Beliau menukilkan pula adanya riwayat lain dari Abdullah bin ‘Amr, melalui jalur yang sahih sampai kepada beliau, bahwa yang dimaksud adalah Umayyah bin Abi Ash-Shilt. Seolah-olah, beliau hendak menunjukkan bahwa Umayyah menyerupai Bal’am. Karena dia mempunyai ilmu tentang syariat umat terdahulu dan mendapati zaman Rasulullah, namun semua itu tidak berguna baginya. Selanjutnya, Ibnu Katsir menyatakan bahwa yang masyhur tentang sebab turunnya ayat ini ialah bahwa ayat ini menceritakan tentang seorang laki-laki yang hidup di kota penguasa yang bengis. Dia bernama Bal’am. Melalui jalur ‘Ali bin Abi Thalhah dari Ibnu ‘Abbas, beliau mengisahkan: Ketika Nabi Musa datang ke wilayah kekuasaan seorang penguasa yang bengis bersama para pengikutnya, para kerabat dan anak paman Bal’am datang menemui Bal’am lalu berkata: “Musa itu orang yang keras dan mempunyai pasukan yang besar.
Kalau dia menang tentulah dia akan membinasakan kami. Maka doakanlah kepada Allah agar Dia menjauhkan Musa beserta pasukannya.” Kata Bal’am: “Sesungguhnya, kalau aku berdoa kepada Allah agar menghalau Musa dan orang-orang yang bersamanya, tentulah hilang dunia dan akhiratku.” Tapi mereka terus menerus membujuknya hingga diapun menuruti permintaan mereka. Dikisahkan, setiap kali dia mendoakan kejelekan terhadap Nabi Musa dan pasukannya, maka doa itu justru menimpa Bal’am dan orang-orang yang membujuknya. Begitu seterusnya, wallahu a’lam. Menyadari hal itu, merekapun menegurnya, mengapa dia justru mendoakan kejelekan terhadap mereka? “Begitulah, setiap aku mendoakan kejelekan buat mereka tidak dikabulkan doaku. Tapi aku akan tunjukkan kepada kamu satu hal yang semoga saja dapat menjadi sebab kebinasaan mereka.

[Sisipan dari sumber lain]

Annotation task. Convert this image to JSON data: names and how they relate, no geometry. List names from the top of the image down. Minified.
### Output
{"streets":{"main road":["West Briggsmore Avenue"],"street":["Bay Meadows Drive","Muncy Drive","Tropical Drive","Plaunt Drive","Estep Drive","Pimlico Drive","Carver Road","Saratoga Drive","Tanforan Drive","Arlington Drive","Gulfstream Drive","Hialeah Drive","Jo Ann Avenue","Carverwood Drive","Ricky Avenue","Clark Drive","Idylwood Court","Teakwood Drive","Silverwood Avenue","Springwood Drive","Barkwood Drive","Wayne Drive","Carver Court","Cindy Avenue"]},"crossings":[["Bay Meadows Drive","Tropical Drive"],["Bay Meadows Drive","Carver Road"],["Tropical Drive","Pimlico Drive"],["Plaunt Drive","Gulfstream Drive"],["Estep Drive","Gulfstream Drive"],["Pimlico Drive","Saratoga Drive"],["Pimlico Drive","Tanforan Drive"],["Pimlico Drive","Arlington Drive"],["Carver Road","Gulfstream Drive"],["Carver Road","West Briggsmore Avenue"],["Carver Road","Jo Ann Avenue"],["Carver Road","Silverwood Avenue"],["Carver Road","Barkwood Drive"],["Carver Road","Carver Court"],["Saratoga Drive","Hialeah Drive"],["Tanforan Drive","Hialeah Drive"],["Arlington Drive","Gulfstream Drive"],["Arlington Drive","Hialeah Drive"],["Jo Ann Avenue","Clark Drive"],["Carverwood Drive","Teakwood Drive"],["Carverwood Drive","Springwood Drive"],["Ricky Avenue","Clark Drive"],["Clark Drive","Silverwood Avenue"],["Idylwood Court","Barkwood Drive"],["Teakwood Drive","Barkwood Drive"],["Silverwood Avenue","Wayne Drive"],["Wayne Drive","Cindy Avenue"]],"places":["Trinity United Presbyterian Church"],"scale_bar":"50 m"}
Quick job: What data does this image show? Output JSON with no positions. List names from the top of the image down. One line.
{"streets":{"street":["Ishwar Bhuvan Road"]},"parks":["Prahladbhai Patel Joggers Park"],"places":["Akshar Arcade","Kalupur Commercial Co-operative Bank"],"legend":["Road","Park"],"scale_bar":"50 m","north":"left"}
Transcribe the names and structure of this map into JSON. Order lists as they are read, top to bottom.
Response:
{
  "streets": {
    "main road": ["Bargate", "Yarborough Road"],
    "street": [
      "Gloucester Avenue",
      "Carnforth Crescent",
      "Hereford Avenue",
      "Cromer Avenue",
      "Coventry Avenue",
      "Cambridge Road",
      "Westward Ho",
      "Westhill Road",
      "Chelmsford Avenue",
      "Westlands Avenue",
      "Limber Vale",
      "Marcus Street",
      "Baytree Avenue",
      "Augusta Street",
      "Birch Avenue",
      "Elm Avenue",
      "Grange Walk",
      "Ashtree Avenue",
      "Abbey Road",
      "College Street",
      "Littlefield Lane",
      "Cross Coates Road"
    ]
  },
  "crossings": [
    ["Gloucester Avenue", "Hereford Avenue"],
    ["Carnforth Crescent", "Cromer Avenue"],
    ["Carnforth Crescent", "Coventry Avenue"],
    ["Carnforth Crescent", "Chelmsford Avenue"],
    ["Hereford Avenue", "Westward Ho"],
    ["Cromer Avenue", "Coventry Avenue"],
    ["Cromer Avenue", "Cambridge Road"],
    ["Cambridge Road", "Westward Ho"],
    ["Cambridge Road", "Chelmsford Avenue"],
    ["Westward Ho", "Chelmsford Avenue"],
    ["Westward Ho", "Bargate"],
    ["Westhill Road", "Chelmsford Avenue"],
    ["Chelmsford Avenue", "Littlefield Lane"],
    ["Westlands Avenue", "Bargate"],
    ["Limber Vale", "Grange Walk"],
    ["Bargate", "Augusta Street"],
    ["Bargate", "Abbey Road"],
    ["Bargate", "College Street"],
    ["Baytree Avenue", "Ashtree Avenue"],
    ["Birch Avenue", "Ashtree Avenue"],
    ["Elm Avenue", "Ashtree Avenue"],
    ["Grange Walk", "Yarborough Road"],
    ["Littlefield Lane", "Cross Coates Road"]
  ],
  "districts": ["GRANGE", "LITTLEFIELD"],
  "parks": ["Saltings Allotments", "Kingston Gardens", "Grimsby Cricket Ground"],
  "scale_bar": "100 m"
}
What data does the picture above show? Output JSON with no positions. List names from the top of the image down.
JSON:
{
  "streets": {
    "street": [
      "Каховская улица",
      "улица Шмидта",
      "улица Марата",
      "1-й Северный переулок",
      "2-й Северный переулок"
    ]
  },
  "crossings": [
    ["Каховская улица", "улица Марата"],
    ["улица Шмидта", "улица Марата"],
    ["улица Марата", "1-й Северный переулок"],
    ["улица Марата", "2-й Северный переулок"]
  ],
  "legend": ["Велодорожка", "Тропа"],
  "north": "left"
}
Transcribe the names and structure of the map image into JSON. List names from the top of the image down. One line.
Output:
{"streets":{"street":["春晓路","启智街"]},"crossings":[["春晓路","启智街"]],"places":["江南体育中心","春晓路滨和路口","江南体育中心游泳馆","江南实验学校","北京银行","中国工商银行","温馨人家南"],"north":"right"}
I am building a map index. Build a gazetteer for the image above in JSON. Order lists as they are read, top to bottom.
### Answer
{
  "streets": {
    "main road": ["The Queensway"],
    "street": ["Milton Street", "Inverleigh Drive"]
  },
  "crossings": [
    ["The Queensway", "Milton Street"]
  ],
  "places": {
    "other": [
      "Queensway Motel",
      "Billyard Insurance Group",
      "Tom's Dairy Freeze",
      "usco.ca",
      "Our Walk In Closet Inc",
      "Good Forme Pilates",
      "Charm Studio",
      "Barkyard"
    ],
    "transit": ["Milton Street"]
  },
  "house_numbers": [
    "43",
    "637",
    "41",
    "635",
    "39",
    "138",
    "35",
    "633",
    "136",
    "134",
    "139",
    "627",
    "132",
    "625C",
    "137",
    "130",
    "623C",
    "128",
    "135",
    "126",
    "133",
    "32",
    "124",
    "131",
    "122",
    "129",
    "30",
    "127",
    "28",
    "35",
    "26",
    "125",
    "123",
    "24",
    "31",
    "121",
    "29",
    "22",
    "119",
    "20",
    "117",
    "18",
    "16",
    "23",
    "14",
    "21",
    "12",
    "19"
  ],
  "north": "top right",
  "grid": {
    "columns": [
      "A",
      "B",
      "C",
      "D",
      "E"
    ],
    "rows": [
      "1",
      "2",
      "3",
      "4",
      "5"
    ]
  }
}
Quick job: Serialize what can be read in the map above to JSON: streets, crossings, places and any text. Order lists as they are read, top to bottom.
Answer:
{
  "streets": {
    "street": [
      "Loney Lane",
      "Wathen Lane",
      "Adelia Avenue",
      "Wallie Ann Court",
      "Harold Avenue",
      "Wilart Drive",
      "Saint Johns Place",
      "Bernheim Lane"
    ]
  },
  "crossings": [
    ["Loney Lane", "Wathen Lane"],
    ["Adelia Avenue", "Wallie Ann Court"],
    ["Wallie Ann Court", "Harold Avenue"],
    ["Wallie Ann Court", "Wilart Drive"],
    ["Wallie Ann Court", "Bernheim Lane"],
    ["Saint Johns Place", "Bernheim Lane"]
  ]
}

Sesungguhnya Allah membenci perzinaan, dan kalau mereka jatuh dalam perbuatan zina, niscaya mereka pasti binasa, dan aku berharap Allah menghancurkan mereka. Maka keluarkanlah para wanita menemui mereka. Karena mereka itu para musafir, mudah-mudahan mereka terjerumus dalam perzinaan lalu binasa.” Setelah sebagian besar mereka terjerumus dalam perbuatan zina, Allah kirimkan wabah tha’un sehingga menewaskan tujuhpuluh ribu orang dari mereka. Wallahu a’lam. Waspadailah Fitnah Orang Alim yang Fajir dan ‘Abid yang Jahil Demikianlah keadaan orang alim yang lebih mementingkan urusan dunia daripada akhirat. Adapun ‘abid (ahli ibadah) yang jahil (bodoh terhadap urusan diennya), maka kerusakannya ialah berupa sikap menjauhnya dia dari ilmu dan hukum-hukumnya, dikuasai oleh khayalan dan perasaannya, serta apa-apa yang diinginkan oleh hawa nafsunya. Oleh sebab itulah Sufyan bin ‘Uyainah mengatakan: “Jauhilah fitnah orang alim yang fajir (jahat) dan fitnah ‘abid yang jahil, karena fitnah keduanya adalah fitnah bagi segenap orang yang terfitnah.
Yang satu dengan kejahilannya, dia menghalangi manusia dari ilmu dan konsekuensinya. Dan yang satu dengan kesesatannya (ghay), dia mengajak manusia kepada perbuatan-perbuatan keji.” Allah telah memberikan perumpamaan contoh jenis kedua, dengan firman-Nya: “(Bujukan orang-orang munafik itu adalah) seperti (bujukan) setan ketika dia berkata kepada manusia: ‘Kafirlah kamu’, maka tatkala manusia itu telah kafir ia berkata: ‘Sesungguhnya aku berlepas diri dari kamu karena sesungguhnya aku takut kepada Allah Rabb semesta alam.’ Maka adalah kesudahan keduanya, bahwa sesungguhnya keduanya (masuk) ke dalam neraka, mereka kekal di dalamnya. Demikianlah balasan orang-orang yang zalim.” (Al-Hasyr: 16-17) Ibnu Katsir menceritakan: Konon, di zaman Bani Israil dahulu ada seorang rahib yang tekun beribadah selama 60 tahun.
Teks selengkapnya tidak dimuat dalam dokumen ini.